REQUIRED WORK:
From top to bottom, print the listing word for word and skip any pictures it contains.
[Start of Attachment]
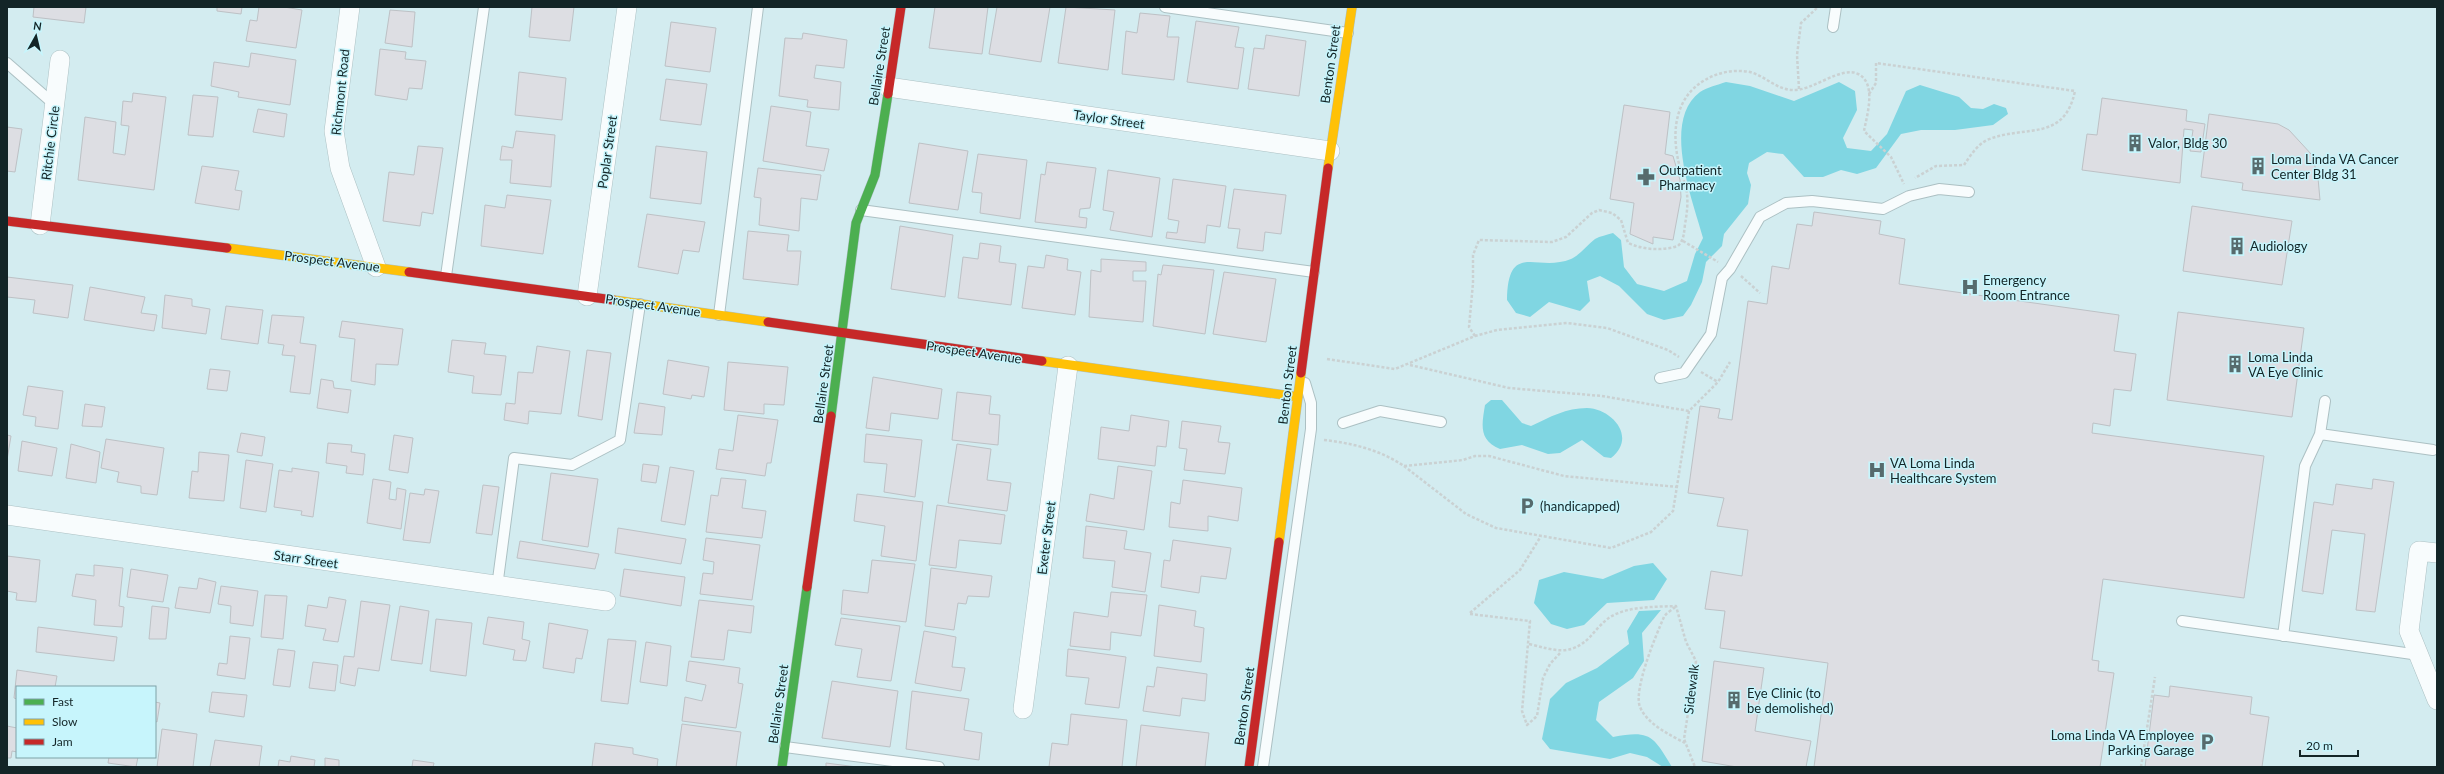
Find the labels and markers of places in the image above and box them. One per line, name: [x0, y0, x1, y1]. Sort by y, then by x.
building icon: Valor, Bldg 30: [2125, 133, 2145, 153]
place label: Valor, Bldg 30: [2148, 135, 2227, 151]
place label: Loma Linda VA Cancer Center Bldg 31: [2271, 151, 2399, 182]
building icon: Loma Linda VA Cancer Center Bldg 31: [2248, 156, 2268, 176]
place label: Outpatient Pharmacy: [1659, 162, 1722, 193]
pharmacy icon: Outpatient Pharmacy: [1636, 167, 1656, 187]
building icon: Audiology: [2227, 236, 2247, 256]
place label: Audiology: [2250, 238, 2308, 254]
place label: Emergency Room Entrance: [1983, 272, 2070, 303]
hospital icon: Emergency Room Entrance: [1960, 277, 1980, 297]
place label: Loma Linda VA Eye Clinic: [2248, 349, 2323, 380]
building icon: Loma Linda VA Eye Clinic: [2225, 354, 2245, 374]
place label: VA Loma Linda Healthcare System: [1890, 455, 1996, 486]
hospital icon: VA Loma Linda Healthcare System: [1867, 460, 1887, 480]
parking icon: (handicapped): [1517, 496, 1537, 516]
place label: (handicapped): [1540, 498, 1620, 514]
place label: Eye Clinic (to be demolished): [1747, 685, 1833, 716]
building icon: Eye Clinic (to be demolished): [1724, 690, 1744, 710]
place label: Loma Linda VA Employee Parking Garage: [2051, 727, 2194, 758]
parking icon: Loma Linda VA Employee Parking Garage: [2197, 732, 2217, 752]

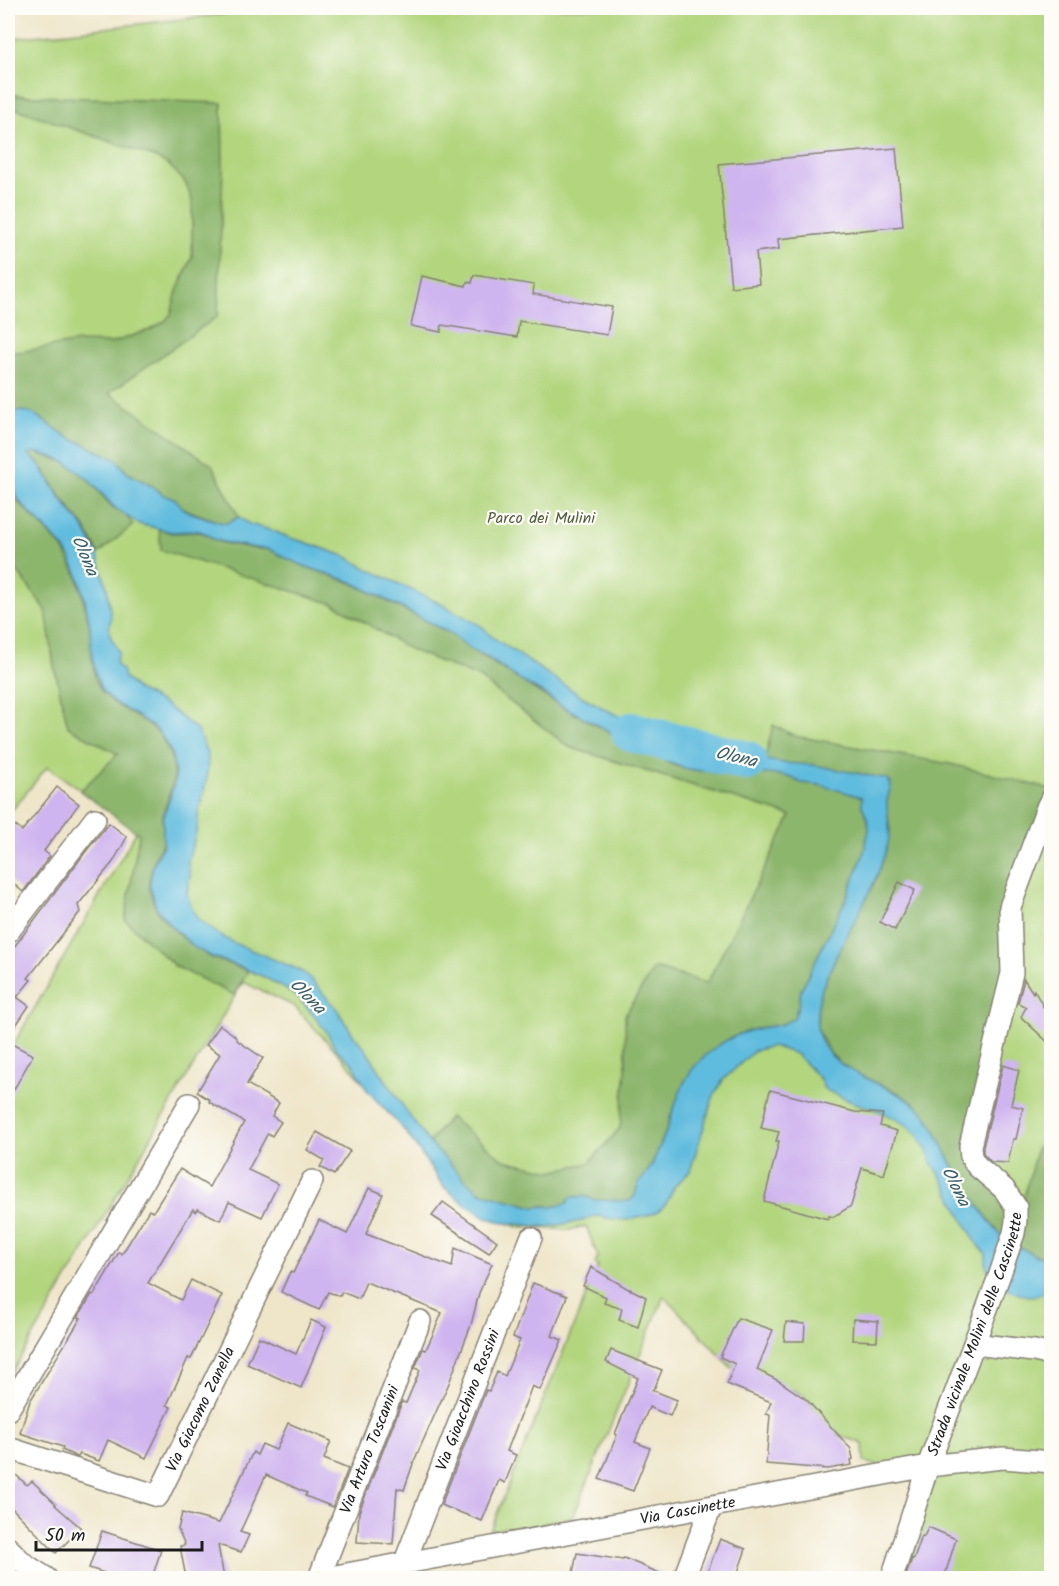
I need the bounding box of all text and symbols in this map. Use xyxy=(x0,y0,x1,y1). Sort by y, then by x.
[End of Attachment]
TASK ANSWER:
Find the labels and markers of places in the image above and box them. One per line, name: [x0, y0, x1, y1]. Sort by y, then by x.
building icon: Valor, Bldg 30: [2125, 133, 2145, 153]
place label: Valor, Bldg 30: [2148, 135, 2227, 151]
place label: Loma Linda VA Cancer Center Bldg 31: [2271, 151, 2399, 182]
building icon: Loma Linda VA Cancer Center Bldg 31: [2248, 156, 2268, 176]
place label: Outpatient Pharmacy: [1659, 162, 1722, 193]
pharmacy icon: Outpatient Pharmacy: [1636, 167, 1656, 187]
building icon: Audiology: [2227, 236, 2247, 256]
place label: Audiology: [2250, 238, 2308, 254]
place label: Emergency Room Entrance: [1983, 272, 2070, 303]
hospital icon: Emergency Room Entrance: [1960, 277, 1980, 297]
place label: Loma Linda VA Eye Clinic: [2248, 349, 2323, 380]
building icon: Loma Linda VA Eye Clinic: [2225, 354, 2245, 374]
place label: VA Loma Linda Healthcare System: [1890, 455, 1996, 486]
hospital icon: VA Loma Linda Healthcare System: [1867, 460, 1887, 480]
parking icon: (handicapped): [1517, 496, 1537, 516]
place label: (handicapped): [1540, 498, 1620, 514]
place label: Eye Clinic (to be demolished): [1747, 685, 1833, 716]
building icon: Eye Clinic (to be demolished): [1724, 690, 1744, 710]
place label: Loma Linda VA Employee Parking Garage: [2051, 727, 2194, 758]
parking icon: Loma Linda VA Employee Parking Garage: [2197, 732, 2217, 752]

I need the bounding box of all text and symbols in this map. Use xyxy=(x0,y0,x1,y1). Sort by y, then by x.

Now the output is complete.